From 1996 to 2000, Pokaz was the Head of Intelligence within the General Staff. He went on to serve as Croatia's military attaché to Austria, Slovakia, and the Organization for Security and Co-operation in Europe from 2001 until his retirement in 2003.

==After retirement==

From 2006 to 2008, Pokaz worked closely with the defence of general Mladen Markač at the International Criminal Tribunal for the former Yugoslavia. Pokaz also produced an expert report that contributed to the defence of Ante Gotovina.

Pokaz was appointed to serve on the Defence Committee of the Croatian Parliament from 6 November 2017 until 22 July 2020.

Brigadier general Pokaz has authored numerous scientific research papers and scholarly articles in the fields of corporate security and the management of security risks.

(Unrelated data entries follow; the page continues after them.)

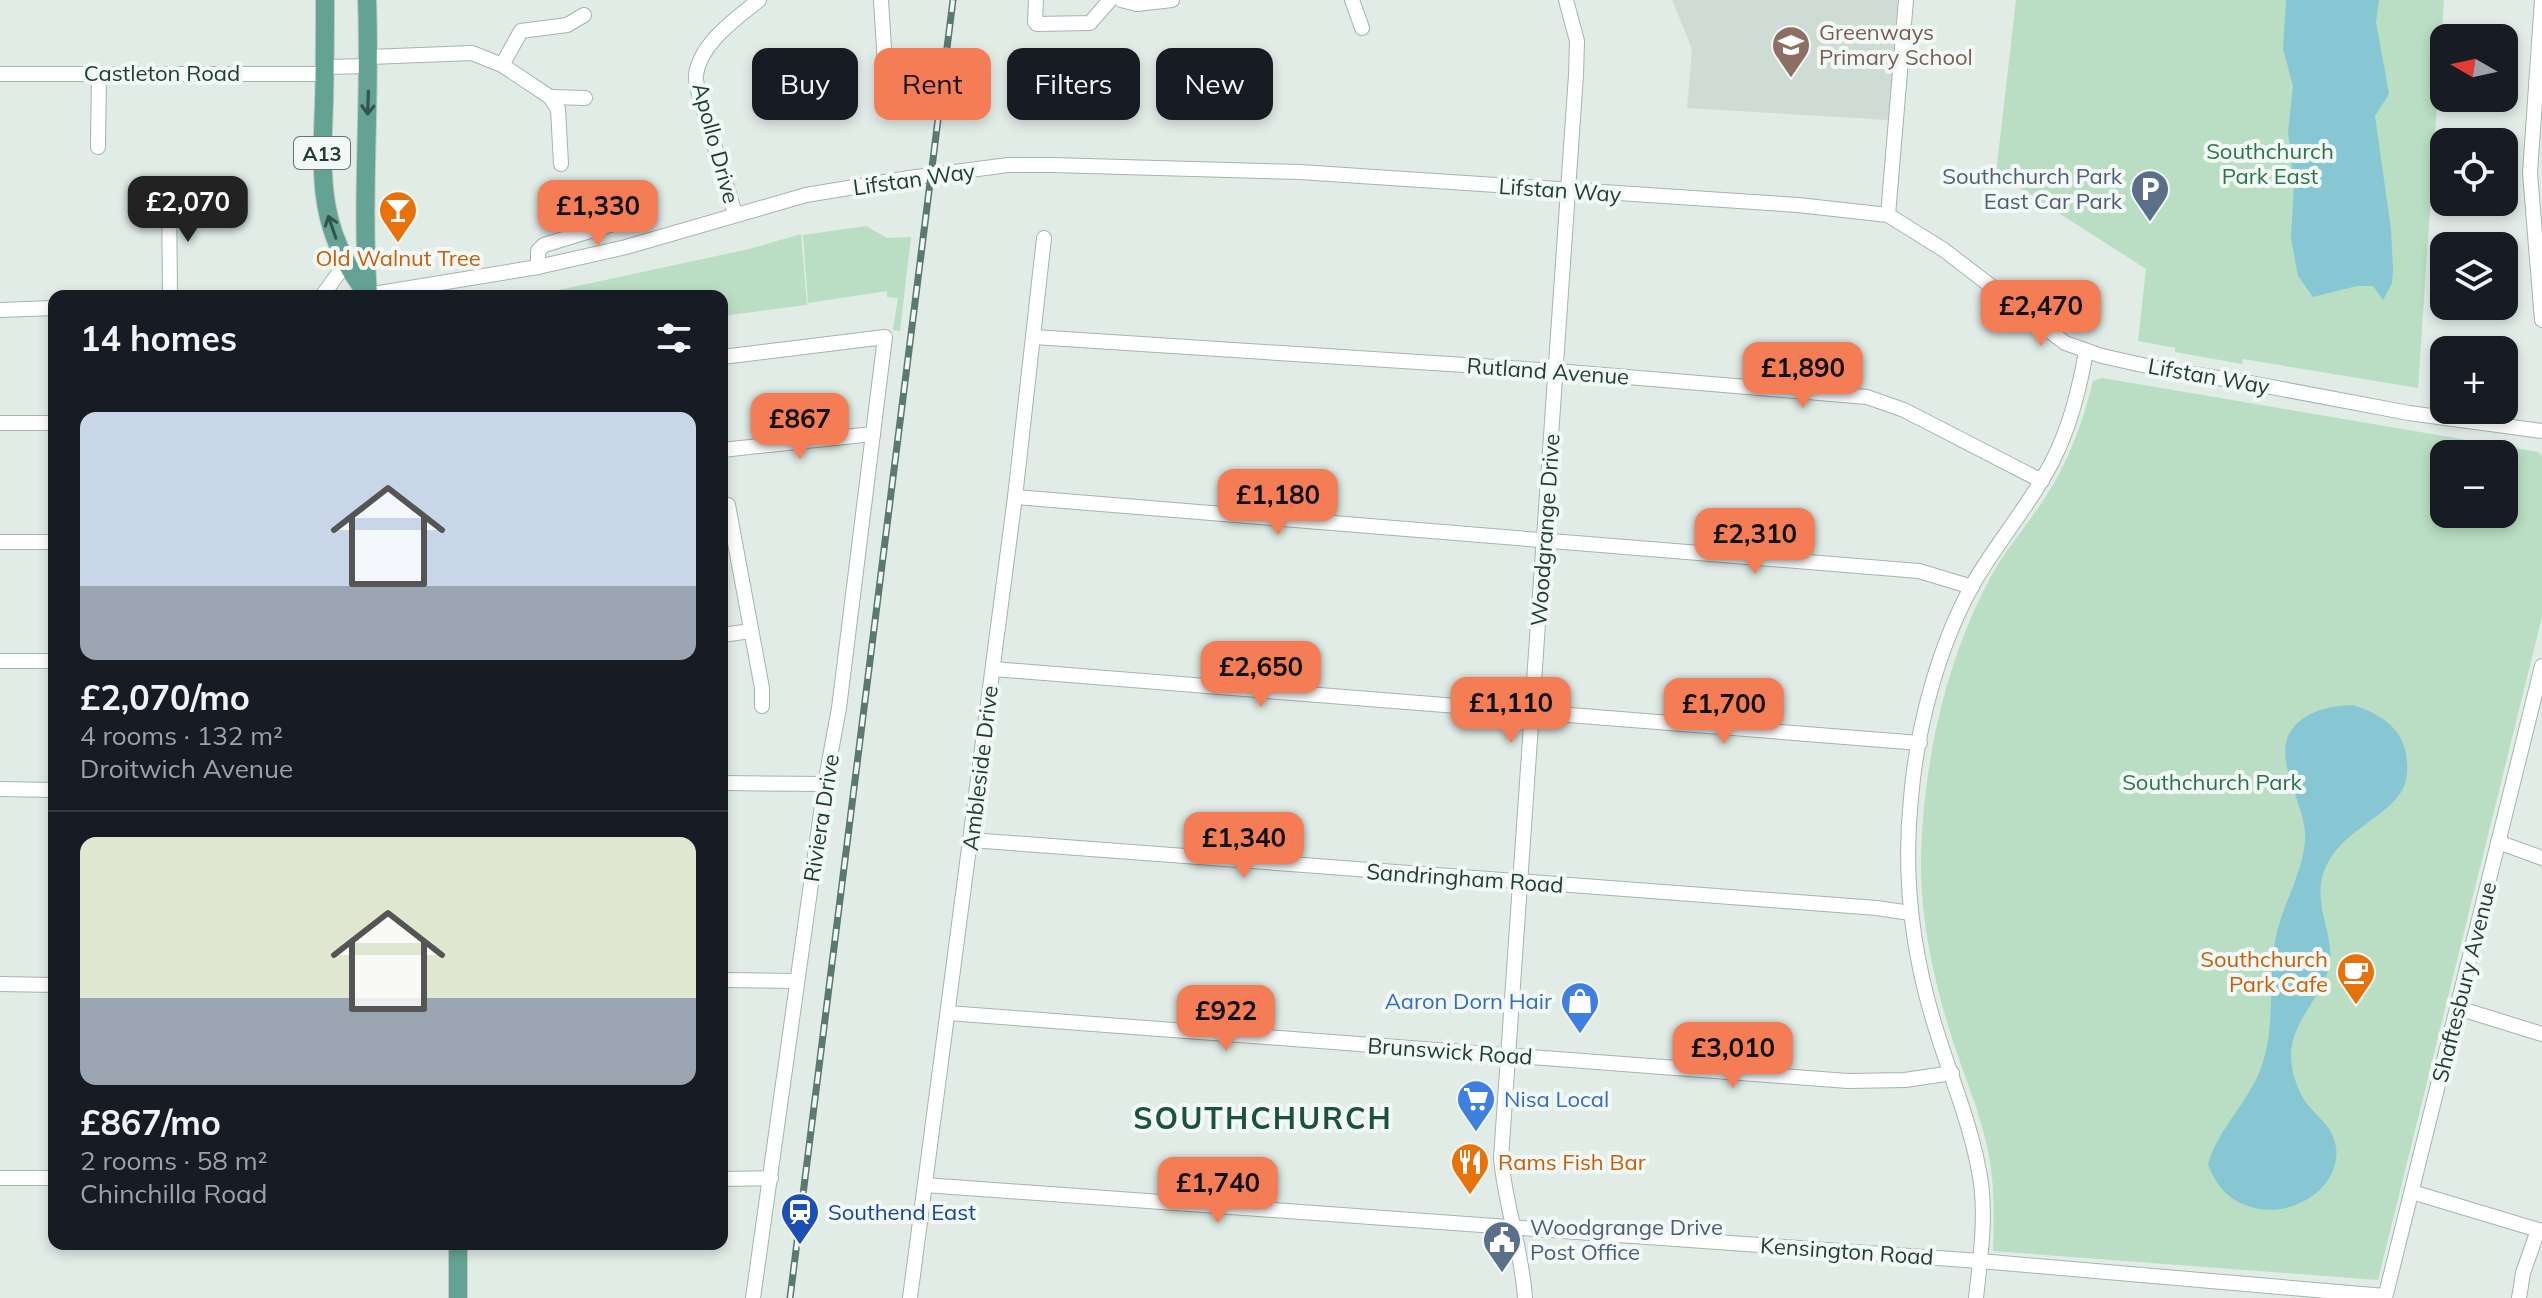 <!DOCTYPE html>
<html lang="en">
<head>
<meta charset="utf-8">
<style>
  :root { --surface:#171b24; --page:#242831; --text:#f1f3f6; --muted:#9ea1a6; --line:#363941; --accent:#f57d56 }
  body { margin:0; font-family:Mulish,sans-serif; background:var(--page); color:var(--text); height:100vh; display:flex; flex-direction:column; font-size:30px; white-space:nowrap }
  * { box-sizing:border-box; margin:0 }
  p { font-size:26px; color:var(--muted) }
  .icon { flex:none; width:44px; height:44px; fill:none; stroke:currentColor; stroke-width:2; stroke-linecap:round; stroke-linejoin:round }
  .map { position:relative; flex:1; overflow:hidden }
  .sheet { position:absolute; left:48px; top:290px; width:680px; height:960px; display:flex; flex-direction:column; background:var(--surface); border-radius:16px; box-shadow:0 4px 12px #0003 }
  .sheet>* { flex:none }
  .banner { position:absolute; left:752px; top:48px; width:760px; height:72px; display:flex; gap:16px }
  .needle { width:52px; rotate:279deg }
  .controls { position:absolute; left:2430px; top:24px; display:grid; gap:16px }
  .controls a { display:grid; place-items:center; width:88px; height:88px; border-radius:16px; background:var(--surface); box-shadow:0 4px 12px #0003; font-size:40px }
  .price { position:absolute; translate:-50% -68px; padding:0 18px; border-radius:16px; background:var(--accent); color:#111; font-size:26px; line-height:52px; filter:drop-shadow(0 2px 4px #0008) }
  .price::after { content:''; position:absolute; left:50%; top:48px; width:24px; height:18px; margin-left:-12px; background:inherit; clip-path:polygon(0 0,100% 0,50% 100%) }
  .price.current { background:#222; color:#fff }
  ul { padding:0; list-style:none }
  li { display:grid; align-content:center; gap:16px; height:424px; padding:0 32px }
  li+li { border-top:2px solid var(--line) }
  li span { display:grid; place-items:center; height:248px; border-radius:16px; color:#555 }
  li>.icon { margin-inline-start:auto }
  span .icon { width:144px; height:144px; fill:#fffc; stroke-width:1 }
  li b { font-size:34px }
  h2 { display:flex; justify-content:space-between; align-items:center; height:96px; padding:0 32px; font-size:34px }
  .tag { padding:0 28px; border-radius:16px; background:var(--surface); box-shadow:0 4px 12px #0003; font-size:28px; line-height:72px }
  .tag.current { background:var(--accent); color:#111 }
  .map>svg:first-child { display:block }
  .built { fill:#cfdcd6 }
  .green { fill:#b9dec3; fill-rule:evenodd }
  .water { fill:#87c7d3 }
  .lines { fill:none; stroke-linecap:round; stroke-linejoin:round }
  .minor-casing { stroke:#a4b4ae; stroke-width:16 }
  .major-casing { stroke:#c1c9c7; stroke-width:20 }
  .minor { stroke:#fff; stroke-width:14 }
  .major { stroke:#64a393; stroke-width:18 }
  .rail-casing { stroke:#5b7971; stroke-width:7 }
  .rail { stroke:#f2f8f5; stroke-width:4; stroke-dasharray:12; stroke-linecap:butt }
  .oneway { stroke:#32564d }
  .labels { text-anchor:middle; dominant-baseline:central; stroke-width:8; stroke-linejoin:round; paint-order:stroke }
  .shield { fill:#f2f8f5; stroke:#60756f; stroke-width:2 }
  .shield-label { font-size:20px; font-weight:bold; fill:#213d36 }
  .education-label { font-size:22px; fill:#785e54; stroke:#f2f8f5; text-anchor:start }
  .street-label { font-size:22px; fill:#213d36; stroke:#f2f8f5 }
  .park-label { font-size:22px; fill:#2a7547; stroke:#f2f8f5 }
  .service-label { font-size:22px; fill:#4e5e75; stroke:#f2f8f5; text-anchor:end }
  .food-label { font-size:22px; fill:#c56008; stroke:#f2f8f5 }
  .shop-label { font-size:22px; fill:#366cbe; stroke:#f2f8f5; text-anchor:end }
  .transit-label { font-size:22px; fill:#164399; stroke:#f2f8f5; text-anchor:start }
  .district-label { font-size:30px; font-weight:bold; letter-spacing:2px; fill:#1c5043; stroke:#f2f8f5 }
</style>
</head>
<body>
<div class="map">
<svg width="2542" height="1298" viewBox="0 0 2542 1298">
  <rect width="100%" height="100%" fill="#e1ece7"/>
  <polygon class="built" points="1672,0 1898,0 1888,120 1687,108 1692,49"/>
  <g class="green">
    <polygon points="2016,0 2444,0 2418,388 2243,359 2242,364 2175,352 2175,348 2138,341 2146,269 1996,173"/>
    <polygon points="866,226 887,238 911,237 900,331 893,330 898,298 887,297 887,291 808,303 803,235"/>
    <polygon points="801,234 807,305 722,316 722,296 531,296 749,249"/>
    <path d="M2102,378L2538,452L2542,456V617L2378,1280L1993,1251C1994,1215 1995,1178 1986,1142C1978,1107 1963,1073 1952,1038C1934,982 1920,919 1921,859C1923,763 1946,657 1993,573C2008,546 2028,524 2045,498C2068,463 2083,422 2093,381ZM2444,454H2504V514H2444Z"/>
  </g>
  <g class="water">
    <polygon points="2286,0 2379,0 2376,22 2389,94 2375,116 2391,229 2393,269 2392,283 2383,300 2373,286 2357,286 2313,297 2298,276 2291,238 2294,183 2288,132 2293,86 2283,49"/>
    <path d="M2353,705C2387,716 2410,734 2407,774C2404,818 2329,827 2321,884C2317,913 2335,938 2329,967C2321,999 2292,1020 2291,1055C2291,1069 2296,1085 2302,1096C2309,1109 2321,1117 2329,1129C2346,1155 2332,1186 2306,1200C2288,1210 2268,1213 2248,1206C2228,1200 2215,1184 2208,1164C2218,1129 2248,1103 2261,1068C2276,1027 2268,983 2275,941C2281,907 2302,876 2305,841C2308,808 2274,764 2289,734C2302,711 2329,706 2353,705Z"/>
  </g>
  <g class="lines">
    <g class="minor-casing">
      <g id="minor">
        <polyline points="881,0 885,65"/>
        <polyline points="1036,0 1035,22 1037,24 1090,23 1110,0"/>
        <polyline points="1121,0 1137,4 1172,0"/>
        <polyline points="1352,0 1362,28"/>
        <polyline points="2542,0 2530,173 2542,320"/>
        <polyline points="369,57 472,53 502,65 550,97 558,109 561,164"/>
        <polyline points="502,65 521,31 567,25 584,15"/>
        <polyline points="325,67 369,66"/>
        <polyline points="0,74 325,74"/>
        <polyline points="550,97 585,98"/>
        <polyline points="98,147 99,73"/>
        <polyline points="169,193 170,296"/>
        <path d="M735,214L699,94C698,89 695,80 696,75C700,43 737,18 759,0"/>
        <polyline points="1888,215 1906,0"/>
        <polyline points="538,267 538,251 544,245 636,217"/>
        <polyline points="322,296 341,270 343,256"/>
        <polyline points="361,296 538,267 626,247 806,195 909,178 1008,165 1052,165 1300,172 1798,205 1888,215 1944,250 2065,343 2102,356 2165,370 2245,382 2409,413 2542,431"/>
        <polyline points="0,310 54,308"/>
        <polyline points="1034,337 1556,371 1867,397 1904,410 2042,481"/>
        <polyline points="722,357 885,337 839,708 825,784 753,1298"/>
        <polyline points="0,423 54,423"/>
        <polyline points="722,450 873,434"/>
        <polyline points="1015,497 1919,571 1972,587"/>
        <polyline points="728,505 762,688 762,706"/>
        <polyline points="0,542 54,542"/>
        <polyline points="722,635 751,631"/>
        <polyline points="0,661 54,661"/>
        <polyline points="993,669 1920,743"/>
        <polyline points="722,783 825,784"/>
        <polyline points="0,789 54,790"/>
        <polyline points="971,840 1877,908 1910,913"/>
        <polyline points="2498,842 2542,858"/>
        <polyline points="722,980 797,981"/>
        <polyline points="0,984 54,985"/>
        <polyline points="2458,1008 2542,1034"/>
        <polyline points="948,1013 1848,1081 1905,1080 1952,1073"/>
        <polyline points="0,1178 54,1178"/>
        <polyline points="722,1179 771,1178"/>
        <polyline points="925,1185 1980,1261 2385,1296"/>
        <polyline points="2412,1192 2542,1231"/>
        <polyline points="910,1298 1015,497 1044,238"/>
        <path d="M1525,1298C1522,1250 1505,1205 1501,1158L1576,75L1577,41L1566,0"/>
        <path d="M1976,1298C1980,1260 1986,1221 1981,1183C1973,1128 1951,1079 1935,1026C1912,952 1903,875 1911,798C1917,727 1938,647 1973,584C1997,542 2030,505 2052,462C2070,427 2079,390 2086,352"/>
        <polyline points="2385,1298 2542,666"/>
        <polyline points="2519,1298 2523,1273 2538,1230"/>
      </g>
    </g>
    <g class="major-casing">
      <g id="major">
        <path d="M325,0C325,35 325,69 324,104C321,179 318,232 368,295"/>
        <path d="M367,0C371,99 361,197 368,296"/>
        <polyline points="458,1298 458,1244"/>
      </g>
    </g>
    <use href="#minor" class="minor"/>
    <use href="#major" class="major"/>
    <g class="rail-casing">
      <polyline id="rail" points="790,1298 953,0"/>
    </g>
    <use href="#rail" class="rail"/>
  </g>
  <defs><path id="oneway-shaft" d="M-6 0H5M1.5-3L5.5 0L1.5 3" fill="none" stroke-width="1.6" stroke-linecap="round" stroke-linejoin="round" transform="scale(2)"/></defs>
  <g class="oneway">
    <use href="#oneway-shaft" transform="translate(368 103) rotate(92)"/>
    <use href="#oneway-shaft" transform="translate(332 227) rotate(-109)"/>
  </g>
  <defs>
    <g id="school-pin" transform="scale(2)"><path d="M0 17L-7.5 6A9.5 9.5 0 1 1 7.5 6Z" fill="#8d6e63" stroke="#f2f8f5"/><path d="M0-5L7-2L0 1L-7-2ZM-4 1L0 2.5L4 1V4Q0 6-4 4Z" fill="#fff"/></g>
    <g id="parking-pin" transform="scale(2)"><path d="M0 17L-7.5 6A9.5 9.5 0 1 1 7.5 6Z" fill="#5c6f8a" stroke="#f2f8f5"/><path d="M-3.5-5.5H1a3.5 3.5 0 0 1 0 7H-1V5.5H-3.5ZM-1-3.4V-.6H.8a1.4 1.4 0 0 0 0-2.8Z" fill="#fff"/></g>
    <g id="bar-pin" transform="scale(2)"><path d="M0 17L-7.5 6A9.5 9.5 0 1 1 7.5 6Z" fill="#e8710a" stroke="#f2f8f5"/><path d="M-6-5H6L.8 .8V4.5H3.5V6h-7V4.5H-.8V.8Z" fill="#fff"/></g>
    <g id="cafe-pin" transform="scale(2)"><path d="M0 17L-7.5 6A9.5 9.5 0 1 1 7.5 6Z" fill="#e8710a" stroke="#f2f8f5"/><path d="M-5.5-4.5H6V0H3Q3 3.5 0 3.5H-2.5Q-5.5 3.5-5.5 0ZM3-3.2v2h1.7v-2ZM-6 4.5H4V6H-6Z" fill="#fff"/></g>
    <g id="shop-pin" transform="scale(2)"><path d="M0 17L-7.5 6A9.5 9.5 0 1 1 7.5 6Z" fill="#3f7fe0" stroke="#f2f8f5"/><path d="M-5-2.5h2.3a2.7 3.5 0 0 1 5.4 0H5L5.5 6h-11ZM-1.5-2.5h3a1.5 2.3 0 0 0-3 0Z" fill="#fff"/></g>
    <g id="supermarket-pin" transform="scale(2)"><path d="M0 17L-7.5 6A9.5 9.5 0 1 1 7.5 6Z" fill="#3f7fe0" stroke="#f2f8f5"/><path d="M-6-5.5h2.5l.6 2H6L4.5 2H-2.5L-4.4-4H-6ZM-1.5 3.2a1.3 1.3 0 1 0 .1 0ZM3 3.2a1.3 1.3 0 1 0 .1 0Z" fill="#fff"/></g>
    <g id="restaurant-pin" transform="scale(2)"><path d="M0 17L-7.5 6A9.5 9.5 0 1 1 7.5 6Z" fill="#e8710a" stroke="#f2f8f5"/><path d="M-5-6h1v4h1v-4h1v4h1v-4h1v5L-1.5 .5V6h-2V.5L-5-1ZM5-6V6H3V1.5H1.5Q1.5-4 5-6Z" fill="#fff"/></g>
    <g id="station-pin" transform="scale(2)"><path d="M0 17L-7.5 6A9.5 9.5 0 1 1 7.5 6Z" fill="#1a4fb4" stroke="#f2f8f5"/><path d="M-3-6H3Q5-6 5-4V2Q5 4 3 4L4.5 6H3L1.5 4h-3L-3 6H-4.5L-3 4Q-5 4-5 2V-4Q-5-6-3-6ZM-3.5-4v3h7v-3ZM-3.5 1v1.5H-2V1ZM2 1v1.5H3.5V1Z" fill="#fff"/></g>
    <g id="civic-pin" transform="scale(2)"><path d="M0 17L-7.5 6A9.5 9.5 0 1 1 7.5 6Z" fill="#5c6f8a" stroke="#f2f8f5"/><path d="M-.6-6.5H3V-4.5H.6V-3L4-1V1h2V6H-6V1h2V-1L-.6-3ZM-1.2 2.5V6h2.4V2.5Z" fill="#fff"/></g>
  </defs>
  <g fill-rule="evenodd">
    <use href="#school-pin" x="1791" y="45"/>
    <use href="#parking-pin" x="2150" y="189"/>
    <use href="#bar-pin" x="398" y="210"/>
    <use href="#cafe-pin" x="2356" y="972"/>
    <use href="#shop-pin" x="1580" y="1001"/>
    <use href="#supermarket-pin" x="1476" y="1099"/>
    <use href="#restaurant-pin" x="1470" y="1162"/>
    <use href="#station-pin" x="800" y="1212"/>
    <use href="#civic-pin" x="1502" y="1240"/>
  </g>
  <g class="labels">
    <rect class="shield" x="294" y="137" width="56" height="32" rx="6"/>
    <g class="shield-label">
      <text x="322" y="153">A13</text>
    </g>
    <g class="education-label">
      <text x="1819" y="32">Greenways<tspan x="1819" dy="25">Primary School</tspan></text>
    </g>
    <g class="street-label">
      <text x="162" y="73">Castleton Road</text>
      <text transform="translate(716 143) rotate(75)">Apollo Drive</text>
      <text transform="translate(914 179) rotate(-8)">Lifstan Way</text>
      <text transform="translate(1560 190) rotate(4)">Lifstan Way</text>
      <text transform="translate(1548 371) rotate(4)">Rutland Avenue</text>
      <text transform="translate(2209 376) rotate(10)">Lifstan Way</text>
      <text transform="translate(1545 530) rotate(-86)">Woodgrange Drive</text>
      <text transform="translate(980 768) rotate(-83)">Ambleside Drive</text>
      <text transform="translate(821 818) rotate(-81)">Riviera Drive</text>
      <text transform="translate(1465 878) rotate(4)">Sandringham Road</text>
      <text transform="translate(2464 982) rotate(-76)">Shaftesbury Avenue</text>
      <text transform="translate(1450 1051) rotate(4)">Brunswick Road</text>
      <text transform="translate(1847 1251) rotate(4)">Kensington Road</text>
    </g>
    <g class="park-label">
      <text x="2270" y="151">Southchurch<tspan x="2270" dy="25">Park East</tspan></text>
      <text x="2212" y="782">Southchurch Park</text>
    </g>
    <g class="service-label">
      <text x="2122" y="176">Southchurch Park<tspan x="2122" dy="25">East Car Park</tspan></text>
      <text x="1530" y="1227" text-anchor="start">Woodgrange Drive<tspan x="1530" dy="25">Post Office</tspan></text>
    </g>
    <g class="food-label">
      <text x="398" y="258">Old Walnut Tree</text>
      <text x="2328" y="959" text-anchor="end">Southchurch<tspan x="2328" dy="25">Park Cafe</tspan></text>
      <text x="1498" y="1162" text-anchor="start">Rams Fish Bar</text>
    </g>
    <g class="shop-label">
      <text x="1552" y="1001">Aaron Dorn Hair</text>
      <text x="1504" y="1099" text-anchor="start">Nisa Local</text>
    </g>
    <g class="transit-label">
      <text x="828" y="1212">Southend East</text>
    </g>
    <g class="district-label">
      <text x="1263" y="1118">SOUTHCHURCH</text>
    </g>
  </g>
</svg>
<div class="controls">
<a><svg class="needle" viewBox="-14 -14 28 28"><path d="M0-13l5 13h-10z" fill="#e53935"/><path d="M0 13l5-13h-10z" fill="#9ea1a6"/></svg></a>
<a><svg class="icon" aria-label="locate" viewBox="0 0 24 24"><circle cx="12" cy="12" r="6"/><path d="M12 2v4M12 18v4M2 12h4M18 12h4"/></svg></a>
<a><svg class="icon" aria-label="layers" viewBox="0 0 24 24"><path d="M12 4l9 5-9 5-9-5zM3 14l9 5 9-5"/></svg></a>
<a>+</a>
<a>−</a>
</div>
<b class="price current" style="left:188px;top:244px">£2,070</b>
<b class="price" style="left:598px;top:248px">£1,330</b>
<b class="price" style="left:2041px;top:348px">£2,470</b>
<b class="price" style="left:1803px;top:410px">£1,890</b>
<b class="price" style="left:800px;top:461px">£867</b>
<b class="price" style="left:1278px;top:537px">£1,180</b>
<b class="price" style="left:1755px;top:576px">£2,310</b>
<b class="price" style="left:1261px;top:709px">£2,650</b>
<b class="price" style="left:1511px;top:745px">£1,110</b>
<b class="price" style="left:1724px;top:746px">£1,700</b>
<b class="price" style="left:1244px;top:880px">£1,340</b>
<b class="price" style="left:1226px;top:1053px">£922</b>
<b class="price" style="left:1733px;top:1090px">£3,010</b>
<b class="price" style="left:1218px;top:1225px">£1,740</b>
<div class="banner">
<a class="tag">Buy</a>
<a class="tag current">Rent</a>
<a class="tag">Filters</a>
<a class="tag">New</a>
</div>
<section class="sheet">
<h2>14 homes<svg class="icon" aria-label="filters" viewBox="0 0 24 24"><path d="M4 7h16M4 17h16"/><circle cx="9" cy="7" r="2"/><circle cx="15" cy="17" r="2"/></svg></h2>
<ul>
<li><span style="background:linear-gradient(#c9d6e8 70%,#9aa5b1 0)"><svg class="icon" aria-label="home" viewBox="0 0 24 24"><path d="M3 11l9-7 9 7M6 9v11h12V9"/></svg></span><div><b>£2,070/mo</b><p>4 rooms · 132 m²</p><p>Droitwich Avenue</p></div></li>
<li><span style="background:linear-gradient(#dfe7d0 65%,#9aa5b1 0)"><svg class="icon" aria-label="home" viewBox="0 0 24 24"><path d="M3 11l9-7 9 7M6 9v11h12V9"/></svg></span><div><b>£867/mo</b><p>2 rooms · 58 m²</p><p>Chinchilla Road</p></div></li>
</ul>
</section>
</div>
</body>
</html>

One of his most notable works is his analysis of the use of military intelligence during Operation Storm, detailed in his book "Storm - the response to the strategy of real threat".

He most recently co-authored the book "National Security of the Republic of Croatia in the 21st century", released in 2019. It is the first major study covering national security in the 21st century in Croatia and South-Eastern Europe.